**EXERCISE INPUT**.
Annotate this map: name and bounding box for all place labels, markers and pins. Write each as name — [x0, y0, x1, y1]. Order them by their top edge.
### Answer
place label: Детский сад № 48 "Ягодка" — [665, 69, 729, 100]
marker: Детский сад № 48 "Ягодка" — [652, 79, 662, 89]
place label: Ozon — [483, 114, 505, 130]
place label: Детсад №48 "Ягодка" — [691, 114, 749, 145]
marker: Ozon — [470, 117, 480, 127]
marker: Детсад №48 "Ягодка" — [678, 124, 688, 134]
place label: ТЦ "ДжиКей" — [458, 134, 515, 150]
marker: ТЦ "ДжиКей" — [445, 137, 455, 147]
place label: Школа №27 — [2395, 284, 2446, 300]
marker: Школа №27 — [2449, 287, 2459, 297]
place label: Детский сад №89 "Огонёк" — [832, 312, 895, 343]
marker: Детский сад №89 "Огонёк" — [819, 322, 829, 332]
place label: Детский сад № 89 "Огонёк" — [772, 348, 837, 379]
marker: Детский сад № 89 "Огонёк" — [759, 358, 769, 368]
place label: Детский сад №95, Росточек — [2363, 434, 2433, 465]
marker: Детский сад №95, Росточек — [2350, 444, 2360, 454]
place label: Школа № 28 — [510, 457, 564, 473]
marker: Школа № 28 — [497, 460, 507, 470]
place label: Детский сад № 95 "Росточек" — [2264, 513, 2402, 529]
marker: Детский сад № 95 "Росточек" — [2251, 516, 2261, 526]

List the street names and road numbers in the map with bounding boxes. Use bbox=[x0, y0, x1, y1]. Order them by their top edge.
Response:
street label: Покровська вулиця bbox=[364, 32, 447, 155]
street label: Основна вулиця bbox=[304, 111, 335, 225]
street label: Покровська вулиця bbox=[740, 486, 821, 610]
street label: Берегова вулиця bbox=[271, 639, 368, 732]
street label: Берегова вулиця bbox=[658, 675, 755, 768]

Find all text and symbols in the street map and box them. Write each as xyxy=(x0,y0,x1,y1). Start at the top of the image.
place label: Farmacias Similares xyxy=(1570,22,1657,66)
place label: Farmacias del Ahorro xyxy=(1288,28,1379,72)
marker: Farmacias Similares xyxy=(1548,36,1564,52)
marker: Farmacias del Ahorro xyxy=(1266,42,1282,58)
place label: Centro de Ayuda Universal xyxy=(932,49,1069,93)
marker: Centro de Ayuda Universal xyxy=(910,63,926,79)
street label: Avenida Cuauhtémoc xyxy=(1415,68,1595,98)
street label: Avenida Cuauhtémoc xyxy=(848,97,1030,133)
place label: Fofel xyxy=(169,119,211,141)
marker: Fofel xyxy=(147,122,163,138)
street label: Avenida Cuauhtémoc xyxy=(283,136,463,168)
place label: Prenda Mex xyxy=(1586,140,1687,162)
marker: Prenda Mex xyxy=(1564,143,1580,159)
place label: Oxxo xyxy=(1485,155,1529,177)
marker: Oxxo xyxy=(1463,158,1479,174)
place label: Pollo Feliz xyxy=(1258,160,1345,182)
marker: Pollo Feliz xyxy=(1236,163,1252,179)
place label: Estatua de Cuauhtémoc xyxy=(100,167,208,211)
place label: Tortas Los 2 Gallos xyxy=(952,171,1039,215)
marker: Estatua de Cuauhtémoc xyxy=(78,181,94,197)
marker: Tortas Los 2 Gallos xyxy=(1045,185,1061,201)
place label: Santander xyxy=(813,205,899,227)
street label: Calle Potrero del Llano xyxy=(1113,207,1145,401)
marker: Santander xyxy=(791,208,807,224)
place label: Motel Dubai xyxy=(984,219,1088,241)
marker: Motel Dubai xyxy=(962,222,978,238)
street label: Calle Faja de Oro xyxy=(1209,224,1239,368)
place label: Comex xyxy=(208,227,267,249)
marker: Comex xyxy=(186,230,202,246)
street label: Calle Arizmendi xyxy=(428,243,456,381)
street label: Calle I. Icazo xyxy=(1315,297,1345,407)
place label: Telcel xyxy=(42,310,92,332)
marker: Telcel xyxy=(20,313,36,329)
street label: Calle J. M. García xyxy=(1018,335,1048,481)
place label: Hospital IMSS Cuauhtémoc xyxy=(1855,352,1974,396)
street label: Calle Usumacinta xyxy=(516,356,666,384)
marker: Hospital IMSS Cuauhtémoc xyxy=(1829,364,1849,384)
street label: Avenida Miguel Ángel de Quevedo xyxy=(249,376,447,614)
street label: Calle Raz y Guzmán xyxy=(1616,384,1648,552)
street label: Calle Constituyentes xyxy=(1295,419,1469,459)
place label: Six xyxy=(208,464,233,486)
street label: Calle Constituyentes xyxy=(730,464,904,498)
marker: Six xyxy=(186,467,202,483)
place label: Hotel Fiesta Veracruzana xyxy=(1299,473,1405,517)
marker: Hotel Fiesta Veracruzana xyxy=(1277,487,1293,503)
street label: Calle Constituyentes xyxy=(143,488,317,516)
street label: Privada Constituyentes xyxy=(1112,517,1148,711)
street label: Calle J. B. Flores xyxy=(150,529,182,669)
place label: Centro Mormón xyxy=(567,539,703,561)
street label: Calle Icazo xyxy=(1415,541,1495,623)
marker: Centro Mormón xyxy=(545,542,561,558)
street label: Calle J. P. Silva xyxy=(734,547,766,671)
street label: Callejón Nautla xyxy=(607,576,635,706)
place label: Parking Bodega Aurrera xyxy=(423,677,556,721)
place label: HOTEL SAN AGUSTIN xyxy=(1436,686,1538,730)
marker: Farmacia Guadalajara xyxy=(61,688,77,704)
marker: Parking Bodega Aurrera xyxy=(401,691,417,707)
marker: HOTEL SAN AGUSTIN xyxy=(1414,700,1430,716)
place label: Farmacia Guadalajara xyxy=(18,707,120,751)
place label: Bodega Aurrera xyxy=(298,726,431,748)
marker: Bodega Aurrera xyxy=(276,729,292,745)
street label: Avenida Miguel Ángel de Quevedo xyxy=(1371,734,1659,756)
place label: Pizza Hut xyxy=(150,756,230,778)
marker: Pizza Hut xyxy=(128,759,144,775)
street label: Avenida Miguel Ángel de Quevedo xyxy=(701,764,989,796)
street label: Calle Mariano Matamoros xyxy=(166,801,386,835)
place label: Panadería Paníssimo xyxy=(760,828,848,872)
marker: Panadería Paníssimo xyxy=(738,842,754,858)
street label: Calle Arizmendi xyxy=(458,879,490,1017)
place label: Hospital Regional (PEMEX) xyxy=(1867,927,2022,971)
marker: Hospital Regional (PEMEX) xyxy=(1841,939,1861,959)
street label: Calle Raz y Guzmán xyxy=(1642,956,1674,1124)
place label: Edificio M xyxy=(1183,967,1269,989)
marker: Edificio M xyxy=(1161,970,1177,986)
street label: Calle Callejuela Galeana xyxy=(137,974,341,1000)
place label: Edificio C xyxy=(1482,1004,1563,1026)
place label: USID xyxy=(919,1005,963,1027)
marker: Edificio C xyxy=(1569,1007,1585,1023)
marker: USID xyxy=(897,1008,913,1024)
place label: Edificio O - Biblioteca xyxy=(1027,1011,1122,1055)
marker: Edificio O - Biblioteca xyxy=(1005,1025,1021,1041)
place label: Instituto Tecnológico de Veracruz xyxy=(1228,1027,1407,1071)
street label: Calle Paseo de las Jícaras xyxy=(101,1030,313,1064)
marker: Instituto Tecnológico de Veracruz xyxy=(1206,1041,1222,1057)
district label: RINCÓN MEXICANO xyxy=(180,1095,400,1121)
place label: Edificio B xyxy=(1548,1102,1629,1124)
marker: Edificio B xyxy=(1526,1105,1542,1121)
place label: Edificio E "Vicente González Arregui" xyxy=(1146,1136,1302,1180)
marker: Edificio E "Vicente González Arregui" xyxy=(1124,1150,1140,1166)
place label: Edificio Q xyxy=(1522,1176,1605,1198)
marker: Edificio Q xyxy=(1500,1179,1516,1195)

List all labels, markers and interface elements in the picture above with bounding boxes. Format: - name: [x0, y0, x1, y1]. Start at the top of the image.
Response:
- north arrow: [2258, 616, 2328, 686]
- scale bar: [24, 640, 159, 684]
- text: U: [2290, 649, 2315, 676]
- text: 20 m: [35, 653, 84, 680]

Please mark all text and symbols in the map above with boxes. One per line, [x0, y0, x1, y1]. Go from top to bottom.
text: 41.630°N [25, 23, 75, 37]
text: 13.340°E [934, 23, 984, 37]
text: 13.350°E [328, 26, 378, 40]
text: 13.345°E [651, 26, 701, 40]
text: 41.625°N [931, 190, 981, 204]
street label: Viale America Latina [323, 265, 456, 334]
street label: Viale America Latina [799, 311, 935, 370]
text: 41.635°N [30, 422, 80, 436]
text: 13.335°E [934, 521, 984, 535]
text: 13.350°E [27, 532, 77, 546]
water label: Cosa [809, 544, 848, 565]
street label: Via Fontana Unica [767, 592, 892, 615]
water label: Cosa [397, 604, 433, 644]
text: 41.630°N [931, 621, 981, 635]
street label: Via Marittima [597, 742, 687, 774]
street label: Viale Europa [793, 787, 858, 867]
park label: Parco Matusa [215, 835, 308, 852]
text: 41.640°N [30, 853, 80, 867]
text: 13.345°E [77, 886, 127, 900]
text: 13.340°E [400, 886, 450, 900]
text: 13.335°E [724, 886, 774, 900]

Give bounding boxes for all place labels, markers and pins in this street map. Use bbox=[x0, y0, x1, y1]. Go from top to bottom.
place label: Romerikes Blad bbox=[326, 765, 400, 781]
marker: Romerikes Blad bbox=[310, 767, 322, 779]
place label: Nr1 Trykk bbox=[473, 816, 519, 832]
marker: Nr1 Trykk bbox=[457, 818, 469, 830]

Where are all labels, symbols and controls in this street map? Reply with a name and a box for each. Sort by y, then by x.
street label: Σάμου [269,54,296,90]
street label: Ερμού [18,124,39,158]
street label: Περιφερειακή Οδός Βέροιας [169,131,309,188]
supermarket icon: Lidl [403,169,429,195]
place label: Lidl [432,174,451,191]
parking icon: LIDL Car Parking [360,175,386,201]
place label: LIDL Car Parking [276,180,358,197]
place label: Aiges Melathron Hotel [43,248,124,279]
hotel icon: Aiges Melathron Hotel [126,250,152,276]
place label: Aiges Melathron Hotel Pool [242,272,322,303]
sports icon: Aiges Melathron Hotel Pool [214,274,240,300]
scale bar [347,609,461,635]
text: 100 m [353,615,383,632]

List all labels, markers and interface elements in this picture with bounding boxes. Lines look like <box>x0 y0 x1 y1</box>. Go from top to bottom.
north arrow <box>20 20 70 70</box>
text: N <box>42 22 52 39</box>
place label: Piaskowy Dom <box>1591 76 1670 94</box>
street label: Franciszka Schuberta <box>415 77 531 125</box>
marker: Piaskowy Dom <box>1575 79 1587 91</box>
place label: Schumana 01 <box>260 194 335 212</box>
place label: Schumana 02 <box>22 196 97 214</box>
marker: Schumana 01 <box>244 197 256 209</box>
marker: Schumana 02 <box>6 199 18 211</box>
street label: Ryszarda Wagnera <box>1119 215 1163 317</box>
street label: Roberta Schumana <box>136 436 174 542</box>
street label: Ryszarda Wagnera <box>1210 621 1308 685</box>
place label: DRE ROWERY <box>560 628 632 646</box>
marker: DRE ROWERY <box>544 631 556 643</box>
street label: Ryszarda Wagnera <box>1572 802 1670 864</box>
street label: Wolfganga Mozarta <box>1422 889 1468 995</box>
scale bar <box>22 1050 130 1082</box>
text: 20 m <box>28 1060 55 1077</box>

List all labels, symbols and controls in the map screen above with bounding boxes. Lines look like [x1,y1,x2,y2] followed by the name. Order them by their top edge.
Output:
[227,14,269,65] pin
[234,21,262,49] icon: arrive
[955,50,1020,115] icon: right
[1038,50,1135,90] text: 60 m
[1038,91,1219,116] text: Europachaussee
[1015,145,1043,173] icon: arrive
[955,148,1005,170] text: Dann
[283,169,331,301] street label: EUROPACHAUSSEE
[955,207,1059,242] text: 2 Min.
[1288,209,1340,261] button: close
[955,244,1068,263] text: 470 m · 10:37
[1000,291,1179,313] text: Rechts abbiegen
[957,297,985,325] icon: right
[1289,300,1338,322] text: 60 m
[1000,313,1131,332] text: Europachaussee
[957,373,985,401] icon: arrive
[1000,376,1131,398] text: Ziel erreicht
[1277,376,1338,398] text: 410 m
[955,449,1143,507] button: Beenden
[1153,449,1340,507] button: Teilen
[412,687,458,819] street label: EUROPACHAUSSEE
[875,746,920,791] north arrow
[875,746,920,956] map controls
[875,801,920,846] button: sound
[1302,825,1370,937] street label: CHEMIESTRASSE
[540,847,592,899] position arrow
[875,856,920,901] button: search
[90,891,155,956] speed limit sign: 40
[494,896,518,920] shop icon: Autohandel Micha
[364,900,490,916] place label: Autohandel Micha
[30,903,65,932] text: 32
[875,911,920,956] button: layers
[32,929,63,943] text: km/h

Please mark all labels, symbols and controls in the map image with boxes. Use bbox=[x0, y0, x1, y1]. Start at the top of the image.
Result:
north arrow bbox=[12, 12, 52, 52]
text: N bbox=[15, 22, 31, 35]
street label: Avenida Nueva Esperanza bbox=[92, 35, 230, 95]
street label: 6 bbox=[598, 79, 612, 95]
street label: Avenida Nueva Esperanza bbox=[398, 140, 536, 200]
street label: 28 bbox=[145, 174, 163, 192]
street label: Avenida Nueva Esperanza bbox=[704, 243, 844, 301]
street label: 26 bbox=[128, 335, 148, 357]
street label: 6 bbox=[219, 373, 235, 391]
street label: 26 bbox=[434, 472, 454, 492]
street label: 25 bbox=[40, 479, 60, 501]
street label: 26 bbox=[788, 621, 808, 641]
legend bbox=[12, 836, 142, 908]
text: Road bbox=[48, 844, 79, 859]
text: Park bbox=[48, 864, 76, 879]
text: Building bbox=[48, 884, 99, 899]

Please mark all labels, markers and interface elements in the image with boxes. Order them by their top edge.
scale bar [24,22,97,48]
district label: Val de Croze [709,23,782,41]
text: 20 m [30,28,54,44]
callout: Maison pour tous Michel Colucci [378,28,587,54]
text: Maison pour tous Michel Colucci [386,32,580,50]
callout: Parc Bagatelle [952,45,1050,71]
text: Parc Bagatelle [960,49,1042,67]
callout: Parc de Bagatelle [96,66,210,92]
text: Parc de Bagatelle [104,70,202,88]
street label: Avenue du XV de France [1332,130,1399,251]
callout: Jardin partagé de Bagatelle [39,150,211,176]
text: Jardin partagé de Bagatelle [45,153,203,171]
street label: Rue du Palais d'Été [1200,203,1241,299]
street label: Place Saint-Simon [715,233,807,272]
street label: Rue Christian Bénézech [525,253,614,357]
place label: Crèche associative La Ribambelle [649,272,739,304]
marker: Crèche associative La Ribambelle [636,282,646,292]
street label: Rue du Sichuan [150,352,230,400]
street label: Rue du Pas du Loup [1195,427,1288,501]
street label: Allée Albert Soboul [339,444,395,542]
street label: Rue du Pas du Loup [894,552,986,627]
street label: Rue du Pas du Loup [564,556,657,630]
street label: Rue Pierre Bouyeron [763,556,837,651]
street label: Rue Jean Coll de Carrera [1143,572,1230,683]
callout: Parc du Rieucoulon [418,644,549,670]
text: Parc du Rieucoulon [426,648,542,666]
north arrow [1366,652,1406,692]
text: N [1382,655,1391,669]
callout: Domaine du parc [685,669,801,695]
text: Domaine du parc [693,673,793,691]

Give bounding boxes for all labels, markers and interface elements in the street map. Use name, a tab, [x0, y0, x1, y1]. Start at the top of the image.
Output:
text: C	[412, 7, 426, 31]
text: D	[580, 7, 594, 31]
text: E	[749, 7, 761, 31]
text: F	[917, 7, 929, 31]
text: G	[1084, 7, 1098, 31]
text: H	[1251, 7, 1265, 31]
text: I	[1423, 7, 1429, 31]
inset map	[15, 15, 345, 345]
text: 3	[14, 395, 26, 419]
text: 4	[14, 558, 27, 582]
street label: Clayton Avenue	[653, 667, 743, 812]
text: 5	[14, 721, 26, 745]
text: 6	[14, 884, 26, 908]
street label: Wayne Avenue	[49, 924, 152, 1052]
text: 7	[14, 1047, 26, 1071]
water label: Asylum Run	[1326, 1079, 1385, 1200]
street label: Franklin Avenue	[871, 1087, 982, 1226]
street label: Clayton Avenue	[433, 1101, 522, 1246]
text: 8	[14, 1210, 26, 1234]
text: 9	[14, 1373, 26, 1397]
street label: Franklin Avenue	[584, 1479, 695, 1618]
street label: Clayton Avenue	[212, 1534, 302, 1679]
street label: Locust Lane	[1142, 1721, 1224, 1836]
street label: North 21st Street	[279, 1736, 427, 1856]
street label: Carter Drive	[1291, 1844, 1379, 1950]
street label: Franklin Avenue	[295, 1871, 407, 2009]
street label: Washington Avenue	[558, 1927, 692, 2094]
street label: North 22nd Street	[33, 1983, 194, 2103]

**WHAT TO DO**. Could you copy out every line in the listing where the word "Guzmán" appears?

**SOLUTION FOR THIS EXERCISE**.
street label: Calle Raz y Guzmán xyxy=(1616,384,1648,552)
street label: Calle Raz y Guzmán xyxy=(1642,956,1674,1124)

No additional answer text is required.